__WHAT YOU ARE ASKED TO DO__
For the entries below, print exactly the lines between the line holding "0 0 0 0 1.4" and the line holding "M1541,0h39l-53,240 -76,-18 7,-33", inclusive, and nothing else.

[Source data]
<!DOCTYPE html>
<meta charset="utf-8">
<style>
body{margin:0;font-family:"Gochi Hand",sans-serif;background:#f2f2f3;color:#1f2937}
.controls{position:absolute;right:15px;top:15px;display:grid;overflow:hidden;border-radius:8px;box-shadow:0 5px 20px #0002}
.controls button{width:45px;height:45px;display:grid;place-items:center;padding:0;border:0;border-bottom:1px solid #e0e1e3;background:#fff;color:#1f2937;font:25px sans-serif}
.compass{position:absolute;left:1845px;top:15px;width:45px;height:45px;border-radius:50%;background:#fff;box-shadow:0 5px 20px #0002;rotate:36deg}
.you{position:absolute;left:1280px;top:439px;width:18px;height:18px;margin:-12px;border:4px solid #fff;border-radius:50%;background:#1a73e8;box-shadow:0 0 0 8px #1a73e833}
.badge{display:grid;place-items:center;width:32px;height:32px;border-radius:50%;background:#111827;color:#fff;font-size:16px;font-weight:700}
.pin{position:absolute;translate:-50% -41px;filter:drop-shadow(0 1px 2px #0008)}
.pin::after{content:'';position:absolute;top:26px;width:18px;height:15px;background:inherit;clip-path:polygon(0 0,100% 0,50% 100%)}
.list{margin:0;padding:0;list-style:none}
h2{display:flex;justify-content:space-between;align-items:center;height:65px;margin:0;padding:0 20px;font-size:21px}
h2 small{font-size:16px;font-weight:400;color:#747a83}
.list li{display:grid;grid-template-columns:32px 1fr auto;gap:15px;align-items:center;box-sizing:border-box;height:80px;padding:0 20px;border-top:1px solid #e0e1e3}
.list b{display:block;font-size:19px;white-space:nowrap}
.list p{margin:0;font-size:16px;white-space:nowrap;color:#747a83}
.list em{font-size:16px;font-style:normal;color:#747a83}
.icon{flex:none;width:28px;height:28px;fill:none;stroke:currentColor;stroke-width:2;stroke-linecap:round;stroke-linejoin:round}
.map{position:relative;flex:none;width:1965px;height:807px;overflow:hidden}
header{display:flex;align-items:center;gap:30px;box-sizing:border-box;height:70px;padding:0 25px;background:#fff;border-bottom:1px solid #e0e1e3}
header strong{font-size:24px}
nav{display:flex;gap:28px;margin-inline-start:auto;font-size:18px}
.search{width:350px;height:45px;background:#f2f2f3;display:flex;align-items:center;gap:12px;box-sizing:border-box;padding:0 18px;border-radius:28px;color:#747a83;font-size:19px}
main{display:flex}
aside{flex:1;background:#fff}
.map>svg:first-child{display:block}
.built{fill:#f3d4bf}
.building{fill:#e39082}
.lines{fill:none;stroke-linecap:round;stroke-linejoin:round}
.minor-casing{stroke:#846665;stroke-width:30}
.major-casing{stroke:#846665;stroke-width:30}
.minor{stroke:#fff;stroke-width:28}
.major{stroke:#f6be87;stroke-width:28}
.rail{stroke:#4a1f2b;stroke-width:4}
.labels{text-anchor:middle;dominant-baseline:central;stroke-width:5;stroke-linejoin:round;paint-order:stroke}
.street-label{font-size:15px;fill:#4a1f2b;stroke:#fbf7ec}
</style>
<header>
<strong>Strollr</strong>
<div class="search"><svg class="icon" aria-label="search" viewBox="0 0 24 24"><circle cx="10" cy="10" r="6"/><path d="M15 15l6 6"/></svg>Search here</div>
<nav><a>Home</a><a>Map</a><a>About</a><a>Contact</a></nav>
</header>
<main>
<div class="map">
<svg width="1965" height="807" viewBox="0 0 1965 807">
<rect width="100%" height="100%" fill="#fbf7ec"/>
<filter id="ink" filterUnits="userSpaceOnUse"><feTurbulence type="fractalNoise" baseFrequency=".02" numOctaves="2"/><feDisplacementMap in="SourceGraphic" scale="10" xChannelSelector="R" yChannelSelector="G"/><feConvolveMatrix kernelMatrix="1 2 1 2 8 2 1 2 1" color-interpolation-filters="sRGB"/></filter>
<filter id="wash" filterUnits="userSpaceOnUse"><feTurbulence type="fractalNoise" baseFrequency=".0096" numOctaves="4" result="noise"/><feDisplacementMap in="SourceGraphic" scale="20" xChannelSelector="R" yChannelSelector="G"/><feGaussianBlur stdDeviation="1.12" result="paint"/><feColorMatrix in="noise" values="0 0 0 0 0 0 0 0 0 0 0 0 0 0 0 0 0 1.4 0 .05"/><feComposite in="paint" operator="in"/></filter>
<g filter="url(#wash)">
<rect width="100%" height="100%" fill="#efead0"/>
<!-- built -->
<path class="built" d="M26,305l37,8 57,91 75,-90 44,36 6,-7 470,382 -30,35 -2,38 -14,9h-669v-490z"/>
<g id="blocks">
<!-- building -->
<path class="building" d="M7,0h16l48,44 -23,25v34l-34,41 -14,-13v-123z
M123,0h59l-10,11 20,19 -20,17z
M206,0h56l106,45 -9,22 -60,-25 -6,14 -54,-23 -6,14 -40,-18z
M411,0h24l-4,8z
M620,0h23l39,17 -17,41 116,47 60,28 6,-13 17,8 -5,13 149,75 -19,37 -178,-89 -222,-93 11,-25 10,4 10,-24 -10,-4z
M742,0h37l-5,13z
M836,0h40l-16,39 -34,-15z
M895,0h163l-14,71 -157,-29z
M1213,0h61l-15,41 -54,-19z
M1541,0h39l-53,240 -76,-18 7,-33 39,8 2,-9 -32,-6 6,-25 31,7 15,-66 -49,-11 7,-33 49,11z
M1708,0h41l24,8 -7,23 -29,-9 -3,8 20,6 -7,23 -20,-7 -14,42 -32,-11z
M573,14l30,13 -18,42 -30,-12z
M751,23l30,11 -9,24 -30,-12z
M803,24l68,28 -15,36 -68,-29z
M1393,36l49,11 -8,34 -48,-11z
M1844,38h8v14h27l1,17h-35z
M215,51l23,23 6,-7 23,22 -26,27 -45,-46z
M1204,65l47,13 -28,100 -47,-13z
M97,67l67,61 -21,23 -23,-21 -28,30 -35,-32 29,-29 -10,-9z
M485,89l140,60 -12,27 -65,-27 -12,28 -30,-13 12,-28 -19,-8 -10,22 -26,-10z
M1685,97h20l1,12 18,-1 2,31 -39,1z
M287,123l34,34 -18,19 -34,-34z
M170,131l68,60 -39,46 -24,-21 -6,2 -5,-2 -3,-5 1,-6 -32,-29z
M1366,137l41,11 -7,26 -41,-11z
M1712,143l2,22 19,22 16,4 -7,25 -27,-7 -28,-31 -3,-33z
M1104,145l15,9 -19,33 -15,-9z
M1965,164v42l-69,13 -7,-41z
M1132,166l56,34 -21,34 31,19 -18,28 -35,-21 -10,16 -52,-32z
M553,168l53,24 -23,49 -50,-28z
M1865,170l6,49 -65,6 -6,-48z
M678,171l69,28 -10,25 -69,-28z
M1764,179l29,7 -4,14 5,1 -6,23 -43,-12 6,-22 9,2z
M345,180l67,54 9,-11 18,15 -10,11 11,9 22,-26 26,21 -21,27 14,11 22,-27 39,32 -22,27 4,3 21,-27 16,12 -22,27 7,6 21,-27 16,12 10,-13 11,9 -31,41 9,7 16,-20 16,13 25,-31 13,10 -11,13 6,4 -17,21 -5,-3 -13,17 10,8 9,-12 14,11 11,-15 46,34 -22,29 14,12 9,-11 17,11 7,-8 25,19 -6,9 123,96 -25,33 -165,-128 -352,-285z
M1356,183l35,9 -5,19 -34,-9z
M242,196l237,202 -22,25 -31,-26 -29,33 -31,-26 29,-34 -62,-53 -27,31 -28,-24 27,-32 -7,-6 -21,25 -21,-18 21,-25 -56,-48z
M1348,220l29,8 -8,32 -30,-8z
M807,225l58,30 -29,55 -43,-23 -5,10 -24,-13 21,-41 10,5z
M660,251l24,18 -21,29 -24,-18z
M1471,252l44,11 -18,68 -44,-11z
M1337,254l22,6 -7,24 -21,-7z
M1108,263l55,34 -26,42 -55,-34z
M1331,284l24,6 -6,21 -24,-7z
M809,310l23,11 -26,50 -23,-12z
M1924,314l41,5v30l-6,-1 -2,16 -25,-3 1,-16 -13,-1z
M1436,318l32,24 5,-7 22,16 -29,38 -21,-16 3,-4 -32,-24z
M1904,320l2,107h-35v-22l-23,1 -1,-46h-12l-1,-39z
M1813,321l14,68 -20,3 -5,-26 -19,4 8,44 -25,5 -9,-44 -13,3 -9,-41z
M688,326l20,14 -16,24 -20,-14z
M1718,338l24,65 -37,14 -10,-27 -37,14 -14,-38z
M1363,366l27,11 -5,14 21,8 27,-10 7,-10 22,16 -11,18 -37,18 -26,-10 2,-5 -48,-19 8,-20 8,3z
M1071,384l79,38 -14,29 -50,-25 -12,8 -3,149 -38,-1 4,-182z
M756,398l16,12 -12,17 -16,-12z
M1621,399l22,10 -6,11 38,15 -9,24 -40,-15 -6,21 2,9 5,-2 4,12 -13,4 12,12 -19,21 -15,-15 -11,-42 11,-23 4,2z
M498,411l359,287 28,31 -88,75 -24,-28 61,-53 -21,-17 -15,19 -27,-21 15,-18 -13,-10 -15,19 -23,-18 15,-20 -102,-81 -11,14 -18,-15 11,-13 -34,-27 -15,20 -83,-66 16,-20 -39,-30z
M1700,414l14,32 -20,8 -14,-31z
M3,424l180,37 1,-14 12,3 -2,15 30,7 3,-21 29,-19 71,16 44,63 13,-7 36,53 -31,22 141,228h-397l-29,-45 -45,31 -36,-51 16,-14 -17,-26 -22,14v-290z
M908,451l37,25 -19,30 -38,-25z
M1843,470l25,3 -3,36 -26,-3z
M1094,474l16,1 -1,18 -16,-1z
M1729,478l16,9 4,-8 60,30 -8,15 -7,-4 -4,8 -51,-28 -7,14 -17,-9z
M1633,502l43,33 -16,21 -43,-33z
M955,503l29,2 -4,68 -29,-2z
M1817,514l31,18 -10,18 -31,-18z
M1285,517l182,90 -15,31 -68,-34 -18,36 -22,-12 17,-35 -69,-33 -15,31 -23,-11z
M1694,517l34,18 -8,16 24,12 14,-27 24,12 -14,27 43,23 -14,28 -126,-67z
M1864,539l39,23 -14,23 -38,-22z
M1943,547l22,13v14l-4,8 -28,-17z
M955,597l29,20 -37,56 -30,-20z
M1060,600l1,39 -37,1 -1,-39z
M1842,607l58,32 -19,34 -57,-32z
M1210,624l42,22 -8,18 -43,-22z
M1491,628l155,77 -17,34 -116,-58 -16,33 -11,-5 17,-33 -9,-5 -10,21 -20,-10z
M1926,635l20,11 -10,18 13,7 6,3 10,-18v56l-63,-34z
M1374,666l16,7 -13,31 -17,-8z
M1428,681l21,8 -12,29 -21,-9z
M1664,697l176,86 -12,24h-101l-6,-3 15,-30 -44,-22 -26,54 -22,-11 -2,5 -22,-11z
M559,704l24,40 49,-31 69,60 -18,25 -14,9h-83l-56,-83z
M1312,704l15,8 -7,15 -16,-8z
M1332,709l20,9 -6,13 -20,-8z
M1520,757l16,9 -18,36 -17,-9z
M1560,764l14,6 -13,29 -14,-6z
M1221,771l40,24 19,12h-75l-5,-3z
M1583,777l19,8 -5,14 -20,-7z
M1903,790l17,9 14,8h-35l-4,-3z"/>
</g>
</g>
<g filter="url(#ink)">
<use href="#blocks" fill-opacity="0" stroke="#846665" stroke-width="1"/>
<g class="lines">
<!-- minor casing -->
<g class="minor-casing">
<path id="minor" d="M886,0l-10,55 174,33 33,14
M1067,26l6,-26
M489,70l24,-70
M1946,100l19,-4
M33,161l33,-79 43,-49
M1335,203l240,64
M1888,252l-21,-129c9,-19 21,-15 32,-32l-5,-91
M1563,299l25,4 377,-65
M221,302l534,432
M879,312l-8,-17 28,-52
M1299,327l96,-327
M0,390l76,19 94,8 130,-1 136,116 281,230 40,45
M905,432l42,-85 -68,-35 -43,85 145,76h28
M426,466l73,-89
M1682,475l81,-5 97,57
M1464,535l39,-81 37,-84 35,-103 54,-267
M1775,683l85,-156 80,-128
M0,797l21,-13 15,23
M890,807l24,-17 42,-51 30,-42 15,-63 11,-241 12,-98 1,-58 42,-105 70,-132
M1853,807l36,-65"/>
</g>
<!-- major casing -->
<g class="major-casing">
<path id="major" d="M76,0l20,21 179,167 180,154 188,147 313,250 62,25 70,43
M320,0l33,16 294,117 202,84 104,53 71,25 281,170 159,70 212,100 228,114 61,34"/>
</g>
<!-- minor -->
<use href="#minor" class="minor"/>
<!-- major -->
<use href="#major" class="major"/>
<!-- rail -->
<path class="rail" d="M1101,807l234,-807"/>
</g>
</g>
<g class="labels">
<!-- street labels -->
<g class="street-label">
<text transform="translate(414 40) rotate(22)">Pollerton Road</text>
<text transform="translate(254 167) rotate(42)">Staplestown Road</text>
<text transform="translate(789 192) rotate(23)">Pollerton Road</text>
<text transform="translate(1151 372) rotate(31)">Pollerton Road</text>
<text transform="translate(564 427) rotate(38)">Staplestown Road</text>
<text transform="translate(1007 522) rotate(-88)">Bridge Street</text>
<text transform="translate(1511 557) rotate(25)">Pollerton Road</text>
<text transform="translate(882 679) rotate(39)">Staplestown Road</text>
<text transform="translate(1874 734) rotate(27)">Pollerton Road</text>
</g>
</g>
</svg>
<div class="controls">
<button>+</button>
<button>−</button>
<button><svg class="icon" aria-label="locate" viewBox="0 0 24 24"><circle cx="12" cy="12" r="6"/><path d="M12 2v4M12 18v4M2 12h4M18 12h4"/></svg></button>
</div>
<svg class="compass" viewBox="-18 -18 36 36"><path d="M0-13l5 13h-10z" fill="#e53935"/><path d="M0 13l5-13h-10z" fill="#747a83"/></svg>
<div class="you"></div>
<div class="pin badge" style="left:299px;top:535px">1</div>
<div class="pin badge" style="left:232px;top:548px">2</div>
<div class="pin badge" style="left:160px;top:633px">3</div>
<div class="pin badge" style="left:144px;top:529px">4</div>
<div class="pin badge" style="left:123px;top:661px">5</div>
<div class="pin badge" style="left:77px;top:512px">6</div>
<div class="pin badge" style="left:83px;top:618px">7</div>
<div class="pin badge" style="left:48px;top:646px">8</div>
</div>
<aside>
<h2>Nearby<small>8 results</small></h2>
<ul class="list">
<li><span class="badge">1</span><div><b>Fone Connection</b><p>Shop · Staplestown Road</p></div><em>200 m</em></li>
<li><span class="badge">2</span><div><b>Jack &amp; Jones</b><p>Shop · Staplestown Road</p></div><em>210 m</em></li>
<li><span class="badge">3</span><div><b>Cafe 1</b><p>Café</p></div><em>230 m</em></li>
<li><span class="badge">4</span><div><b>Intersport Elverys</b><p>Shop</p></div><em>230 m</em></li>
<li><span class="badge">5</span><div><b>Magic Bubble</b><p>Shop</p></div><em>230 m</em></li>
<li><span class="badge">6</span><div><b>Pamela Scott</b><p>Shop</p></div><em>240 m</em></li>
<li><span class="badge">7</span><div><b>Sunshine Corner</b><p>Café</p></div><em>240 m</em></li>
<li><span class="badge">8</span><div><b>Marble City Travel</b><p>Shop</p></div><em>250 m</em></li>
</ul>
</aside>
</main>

__REPLY TO THE EXERCISE__
<filter id="wash" filterUnits="userSpaceOnUse"><feTurbulence type="fractalNoise" baseFrequency=".0096" numOctaves="4" result="noise"/><feDisplacementMap in="SourceGraphic" scale="20" xChannelSelector="R" yChannelSelector="G"/><feGaussianBlur stdDeviation="1.12" result="paint"/><feColorMatrix in="noise" values="0 0 0 0 0 0 0 0 0 0 0 0 0 0 0 0 0 1.4 0 .05"/><feComposite in="paint" operator="in"/></filter>
<g filter="url(#wash)">
<rect width="100%" height="100%" fill="#efead0"/>
<!-- built -->
<path class="built" d="M26,305l37,8 57,91 75,-90 44,36 6,-7 470,382 -30,35 -2,38 -14,9h-669v-490z"/>
<g id="blocks">
<!-- building -->
<path class="building" d="M7,0h16l48,44 -23,25v34l-34,41 -14,-13v-123z
M123,0h59l-10,11 20,19 -20,17z
M206,0h56l106,45 -9,22 -60,-25 -6,14 -54,-23 -6,14 -40,-18z
M411,0h24l-4,8z
M620,0h23l39,17 -17,41 116,47 60,28 6,-13 17,8 -5,13 149,75 -19,37 -178,-89 -222,-93 11,-25 10,4 10,-24 -10,-4z
M742,0h37l-5,13z
M836,0h40l-16,39 -34,-15z
M895,0h163l-14,71 -157,-29z
M1213,0h61l-15,41 -54,-19z
M1541,0h39l-53,240 -76,-18 7,-33 39,8 2,-9 -32,-6 6,-25 31,7 15,-66 -49,-11 7,-33 49,11z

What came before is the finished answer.